Victims of Crime

Meeting the Legal Needs of Human-Trafficking Survivors

Byrne outlines the legal needs of human trafficking survivors (including expungement or vacatur, trauma-informed representation, autonomy, etc.), the challenges faced by lawyers who represent trafficking survivors, poses an argument for self-directed representation of survivors who are minors, and offers guidance for lawyers who seek to serve this population.

Legal Services Assessment for Trafficked Children

Researchers at the Center for the Human Rights of Children conducted a survey with professionals working in and around Cook County, IL who provided services to human trafficking survivors. They find that 85 percent of service providers report access to legal services as “critical” for child trafficking survivors.

Using Preventive Legal Advocacy to Keep Children from Entering Foster Care

Vivek Sankaran, a professor at University of Michigan, shows how “a lawyer may be able to prevent a child from entering foster care in the first instance.

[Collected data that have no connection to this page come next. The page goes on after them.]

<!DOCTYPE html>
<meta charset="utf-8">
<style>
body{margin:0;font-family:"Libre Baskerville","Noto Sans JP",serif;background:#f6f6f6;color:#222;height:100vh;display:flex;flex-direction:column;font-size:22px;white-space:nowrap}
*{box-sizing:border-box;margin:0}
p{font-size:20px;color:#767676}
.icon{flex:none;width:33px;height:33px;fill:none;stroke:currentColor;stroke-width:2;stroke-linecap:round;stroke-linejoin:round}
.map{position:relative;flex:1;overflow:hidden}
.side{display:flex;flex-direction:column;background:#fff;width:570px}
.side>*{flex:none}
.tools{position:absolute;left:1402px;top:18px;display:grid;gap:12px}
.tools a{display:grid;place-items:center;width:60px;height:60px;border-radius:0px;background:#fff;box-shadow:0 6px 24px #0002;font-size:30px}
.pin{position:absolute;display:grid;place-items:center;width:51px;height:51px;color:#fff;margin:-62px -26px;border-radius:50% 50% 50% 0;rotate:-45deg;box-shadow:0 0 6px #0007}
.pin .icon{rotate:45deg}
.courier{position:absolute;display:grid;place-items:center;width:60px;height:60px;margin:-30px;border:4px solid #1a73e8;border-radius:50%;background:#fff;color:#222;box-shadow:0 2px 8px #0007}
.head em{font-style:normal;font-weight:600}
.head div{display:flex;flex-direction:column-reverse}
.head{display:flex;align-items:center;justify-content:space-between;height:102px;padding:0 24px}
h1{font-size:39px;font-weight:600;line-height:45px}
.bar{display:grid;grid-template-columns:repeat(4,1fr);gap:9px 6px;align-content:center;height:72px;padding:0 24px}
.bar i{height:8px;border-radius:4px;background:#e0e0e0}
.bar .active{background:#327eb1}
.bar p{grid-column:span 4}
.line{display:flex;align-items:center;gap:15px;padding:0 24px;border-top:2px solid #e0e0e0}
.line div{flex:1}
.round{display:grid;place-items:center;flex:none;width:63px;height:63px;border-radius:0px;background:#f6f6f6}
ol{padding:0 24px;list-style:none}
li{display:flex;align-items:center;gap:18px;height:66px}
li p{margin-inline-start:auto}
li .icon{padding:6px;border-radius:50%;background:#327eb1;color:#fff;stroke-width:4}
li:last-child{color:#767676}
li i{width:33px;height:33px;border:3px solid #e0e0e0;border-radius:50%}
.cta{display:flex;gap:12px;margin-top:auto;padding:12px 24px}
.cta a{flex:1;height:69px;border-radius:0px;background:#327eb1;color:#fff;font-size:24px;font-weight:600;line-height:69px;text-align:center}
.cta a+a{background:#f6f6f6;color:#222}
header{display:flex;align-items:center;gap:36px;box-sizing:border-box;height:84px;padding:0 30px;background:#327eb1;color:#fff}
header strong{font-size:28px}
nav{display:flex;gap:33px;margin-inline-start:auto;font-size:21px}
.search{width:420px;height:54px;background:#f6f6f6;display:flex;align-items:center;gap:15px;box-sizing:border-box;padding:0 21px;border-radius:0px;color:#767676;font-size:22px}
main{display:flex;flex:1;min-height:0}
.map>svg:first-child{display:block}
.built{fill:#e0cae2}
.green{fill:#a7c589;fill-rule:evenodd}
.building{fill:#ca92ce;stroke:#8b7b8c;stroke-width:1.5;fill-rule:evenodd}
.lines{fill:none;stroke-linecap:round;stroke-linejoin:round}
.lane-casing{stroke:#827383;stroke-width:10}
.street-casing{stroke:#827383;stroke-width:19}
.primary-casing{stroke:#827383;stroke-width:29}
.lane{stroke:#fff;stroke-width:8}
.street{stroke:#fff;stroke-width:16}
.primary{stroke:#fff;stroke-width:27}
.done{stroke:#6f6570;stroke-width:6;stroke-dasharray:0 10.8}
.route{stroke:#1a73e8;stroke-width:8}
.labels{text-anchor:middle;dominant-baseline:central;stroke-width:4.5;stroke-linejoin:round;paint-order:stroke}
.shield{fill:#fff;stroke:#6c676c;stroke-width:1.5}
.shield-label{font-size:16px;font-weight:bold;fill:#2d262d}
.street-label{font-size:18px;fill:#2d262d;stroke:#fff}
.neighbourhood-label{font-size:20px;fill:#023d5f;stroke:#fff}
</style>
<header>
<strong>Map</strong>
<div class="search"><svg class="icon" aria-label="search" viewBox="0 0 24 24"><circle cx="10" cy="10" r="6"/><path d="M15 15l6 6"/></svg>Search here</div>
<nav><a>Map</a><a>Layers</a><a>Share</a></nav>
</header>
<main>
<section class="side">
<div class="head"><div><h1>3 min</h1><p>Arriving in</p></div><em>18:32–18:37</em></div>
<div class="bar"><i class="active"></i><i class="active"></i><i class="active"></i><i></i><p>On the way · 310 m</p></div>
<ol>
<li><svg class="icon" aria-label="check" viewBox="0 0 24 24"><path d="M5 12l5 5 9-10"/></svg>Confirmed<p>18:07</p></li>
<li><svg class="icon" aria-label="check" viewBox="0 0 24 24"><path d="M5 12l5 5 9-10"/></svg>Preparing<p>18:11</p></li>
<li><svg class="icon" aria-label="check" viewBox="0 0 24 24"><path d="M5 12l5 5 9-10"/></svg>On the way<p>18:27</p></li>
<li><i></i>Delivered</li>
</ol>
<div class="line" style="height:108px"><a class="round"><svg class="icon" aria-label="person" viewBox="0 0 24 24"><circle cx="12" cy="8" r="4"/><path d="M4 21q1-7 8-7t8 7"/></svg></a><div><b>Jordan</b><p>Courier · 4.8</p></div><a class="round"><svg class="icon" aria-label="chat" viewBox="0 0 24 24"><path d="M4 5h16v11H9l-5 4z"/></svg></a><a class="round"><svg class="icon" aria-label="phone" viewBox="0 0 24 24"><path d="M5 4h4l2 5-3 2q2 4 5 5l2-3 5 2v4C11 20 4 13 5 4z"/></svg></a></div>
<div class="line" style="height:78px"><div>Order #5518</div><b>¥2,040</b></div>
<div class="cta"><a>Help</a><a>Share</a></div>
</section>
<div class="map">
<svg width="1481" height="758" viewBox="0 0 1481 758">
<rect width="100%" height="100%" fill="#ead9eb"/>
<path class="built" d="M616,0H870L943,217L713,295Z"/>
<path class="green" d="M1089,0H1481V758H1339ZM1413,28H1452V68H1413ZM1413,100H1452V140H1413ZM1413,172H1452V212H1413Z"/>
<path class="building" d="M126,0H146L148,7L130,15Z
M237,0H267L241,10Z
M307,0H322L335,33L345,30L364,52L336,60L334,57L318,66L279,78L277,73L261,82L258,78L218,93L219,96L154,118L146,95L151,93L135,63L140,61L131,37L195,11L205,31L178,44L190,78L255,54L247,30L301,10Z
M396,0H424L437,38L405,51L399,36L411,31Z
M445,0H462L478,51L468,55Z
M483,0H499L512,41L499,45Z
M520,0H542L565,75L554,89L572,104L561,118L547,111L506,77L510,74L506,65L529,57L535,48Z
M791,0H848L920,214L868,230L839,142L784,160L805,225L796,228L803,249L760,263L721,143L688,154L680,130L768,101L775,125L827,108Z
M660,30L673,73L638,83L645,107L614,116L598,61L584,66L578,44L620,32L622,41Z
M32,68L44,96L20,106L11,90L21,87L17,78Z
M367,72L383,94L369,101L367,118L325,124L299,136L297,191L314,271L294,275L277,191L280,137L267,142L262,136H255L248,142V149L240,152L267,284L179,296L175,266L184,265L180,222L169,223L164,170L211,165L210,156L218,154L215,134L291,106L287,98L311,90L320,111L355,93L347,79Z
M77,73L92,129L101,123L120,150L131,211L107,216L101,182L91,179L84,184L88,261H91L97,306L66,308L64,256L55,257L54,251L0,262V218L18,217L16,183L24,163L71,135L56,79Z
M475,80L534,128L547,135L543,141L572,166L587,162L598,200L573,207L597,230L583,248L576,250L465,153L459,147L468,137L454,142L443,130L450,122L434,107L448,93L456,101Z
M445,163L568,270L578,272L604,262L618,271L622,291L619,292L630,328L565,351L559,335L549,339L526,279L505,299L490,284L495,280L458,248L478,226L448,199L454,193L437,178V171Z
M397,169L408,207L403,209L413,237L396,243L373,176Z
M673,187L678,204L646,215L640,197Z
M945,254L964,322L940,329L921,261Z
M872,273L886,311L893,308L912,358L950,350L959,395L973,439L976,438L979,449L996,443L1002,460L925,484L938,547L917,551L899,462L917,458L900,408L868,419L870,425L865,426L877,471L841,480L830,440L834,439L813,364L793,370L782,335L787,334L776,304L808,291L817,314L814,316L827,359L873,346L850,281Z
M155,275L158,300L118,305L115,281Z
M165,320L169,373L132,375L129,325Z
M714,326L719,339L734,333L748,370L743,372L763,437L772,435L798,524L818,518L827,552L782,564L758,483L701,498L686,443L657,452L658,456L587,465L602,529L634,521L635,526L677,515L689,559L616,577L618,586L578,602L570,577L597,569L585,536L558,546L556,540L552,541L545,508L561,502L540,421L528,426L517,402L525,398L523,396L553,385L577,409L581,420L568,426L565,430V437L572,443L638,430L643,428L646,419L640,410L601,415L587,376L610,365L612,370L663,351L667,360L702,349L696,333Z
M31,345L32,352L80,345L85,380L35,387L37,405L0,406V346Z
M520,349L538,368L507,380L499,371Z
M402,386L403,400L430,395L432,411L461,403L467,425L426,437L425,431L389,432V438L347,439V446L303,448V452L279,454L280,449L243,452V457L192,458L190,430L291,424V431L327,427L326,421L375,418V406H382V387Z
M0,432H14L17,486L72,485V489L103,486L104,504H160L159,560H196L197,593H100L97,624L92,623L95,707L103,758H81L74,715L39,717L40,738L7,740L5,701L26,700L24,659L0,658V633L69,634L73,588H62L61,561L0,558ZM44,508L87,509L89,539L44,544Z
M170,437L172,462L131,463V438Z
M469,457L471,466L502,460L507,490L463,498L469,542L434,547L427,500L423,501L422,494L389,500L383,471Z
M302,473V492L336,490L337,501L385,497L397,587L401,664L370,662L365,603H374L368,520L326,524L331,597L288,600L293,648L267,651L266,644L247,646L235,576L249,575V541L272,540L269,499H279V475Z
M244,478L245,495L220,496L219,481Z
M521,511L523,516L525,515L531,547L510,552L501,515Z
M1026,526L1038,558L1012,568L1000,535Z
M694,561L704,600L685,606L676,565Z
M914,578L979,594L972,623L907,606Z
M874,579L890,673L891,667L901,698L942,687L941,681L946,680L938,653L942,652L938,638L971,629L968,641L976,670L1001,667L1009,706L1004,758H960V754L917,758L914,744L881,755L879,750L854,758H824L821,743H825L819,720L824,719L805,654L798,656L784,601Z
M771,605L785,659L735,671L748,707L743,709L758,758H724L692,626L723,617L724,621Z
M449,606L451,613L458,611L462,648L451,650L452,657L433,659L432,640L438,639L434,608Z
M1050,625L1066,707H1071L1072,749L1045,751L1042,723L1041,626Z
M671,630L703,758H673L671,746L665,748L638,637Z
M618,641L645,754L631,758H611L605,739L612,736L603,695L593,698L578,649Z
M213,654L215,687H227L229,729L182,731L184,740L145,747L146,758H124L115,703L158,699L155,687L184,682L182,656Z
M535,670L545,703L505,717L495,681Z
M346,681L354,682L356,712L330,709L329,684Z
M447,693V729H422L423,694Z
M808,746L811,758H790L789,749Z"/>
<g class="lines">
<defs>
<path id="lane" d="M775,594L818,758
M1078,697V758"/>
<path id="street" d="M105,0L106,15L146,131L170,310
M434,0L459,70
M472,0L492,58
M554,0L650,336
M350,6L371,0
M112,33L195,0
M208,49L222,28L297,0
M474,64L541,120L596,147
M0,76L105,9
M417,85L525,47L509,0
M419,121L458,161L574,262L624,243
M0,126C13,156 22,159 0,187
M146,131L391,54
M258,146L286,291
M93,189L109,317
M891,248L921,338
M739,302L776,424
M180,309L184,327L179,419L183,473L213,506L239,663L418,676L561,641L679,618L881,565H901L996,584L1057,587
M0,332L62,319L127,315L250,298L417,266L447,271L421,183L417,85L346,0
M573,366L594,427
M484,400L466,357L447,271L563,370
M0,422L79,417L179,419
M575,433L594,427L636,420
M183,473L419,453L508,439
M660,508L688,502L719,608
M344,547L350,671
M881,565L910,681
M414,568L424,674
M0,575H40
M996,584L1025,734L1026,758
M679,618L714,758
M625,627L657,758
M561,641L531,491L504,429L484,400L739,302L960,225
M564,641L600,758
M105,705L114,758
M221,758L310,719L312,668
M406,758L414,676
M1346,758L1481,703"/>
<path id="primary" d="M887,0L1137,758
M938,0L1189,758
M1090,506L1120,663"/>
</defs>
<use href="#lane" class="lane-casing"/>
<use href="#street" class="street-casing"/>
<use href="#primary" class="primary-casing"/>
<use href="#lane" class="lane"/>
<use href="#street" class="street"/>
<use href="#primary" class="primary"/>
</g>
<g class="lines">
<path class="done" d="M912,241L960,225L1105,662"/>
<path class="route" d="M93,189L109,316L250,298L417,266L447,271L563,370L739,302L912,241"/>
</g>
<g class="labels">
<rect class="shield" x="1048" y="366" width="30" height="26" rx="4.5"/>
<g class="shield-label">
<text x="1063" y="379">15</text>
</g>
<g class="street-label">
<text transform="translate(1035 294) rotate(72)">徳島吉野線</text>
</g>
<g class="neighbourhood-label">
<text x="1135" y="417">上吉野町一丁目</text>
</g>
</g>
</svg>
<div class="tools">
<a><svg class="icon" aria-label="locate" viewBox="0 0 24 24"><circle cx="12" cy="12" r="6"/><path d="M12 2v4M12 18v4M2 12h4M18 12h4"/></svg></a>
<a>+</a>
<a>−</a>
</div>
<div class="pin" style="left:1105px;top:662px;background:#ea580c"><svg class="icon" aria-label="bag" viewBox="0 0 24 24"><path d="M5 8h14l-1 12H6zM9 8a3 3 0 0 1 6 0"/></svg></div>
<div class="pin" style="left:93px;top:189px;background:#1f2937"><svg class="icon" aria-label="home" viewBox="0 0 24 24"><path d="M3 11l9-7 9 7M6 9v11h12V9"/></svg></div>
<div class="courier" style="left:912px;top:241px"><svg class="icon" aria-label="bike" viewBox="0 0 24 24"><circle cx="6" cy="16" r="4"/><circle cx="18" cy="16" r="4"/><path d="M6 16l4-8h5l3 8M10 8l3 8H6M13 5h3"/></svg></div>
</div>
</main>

Children may unnecessarily enter foster care because their parents are unable to resolve legal issues that affect their safety and well-being in their home” (p. 1037). Sankaran also describes a new model to provide social and legal advocacy to parents.

The Needs of Native Americans with Disabilities: 2007 Needs Assessment

The Native American Disability Law Center is the sole provider of civil legal services that primarily focuses on Native Americans with disabilities in New Mexico, Arizona, Colorado, and Utah. The Center conducted a survey and needs assessment of their clients. They find that their clients face poverty, isolation and discrimination and their clients report high levels of satisfaction with their services.

The Color of Debt: How Collection Suits Squeeze Black Neighborhoods

Two investigative journalists for ProPublica analyzed debt in collections by neighborhood tract. They find that debt is concentrated in neighborhoods that are majority black and that the average balance for which a balance was sued varies by race; white residents were sued for higher amounts, suggesting that they are better able to resolve smaller debts.

Disasters in Rural California: The Impact on Access to Justice

This report analyzes how disasters have disproportionately struck rural parts of California. These areas often have higher poverty rates than urban ones, and are typically the slowest to recover from disasters. During disaster and recovery, low-and modest-means communities often do not have access to legal remedies, meaning that recovery is often uneven. This report outlines how legal aid and pro bono assistance help residents in areas of housing, consumer issues, employment, insurance, public benefits, replacing vital records and documents, and accessing FEMA benefits.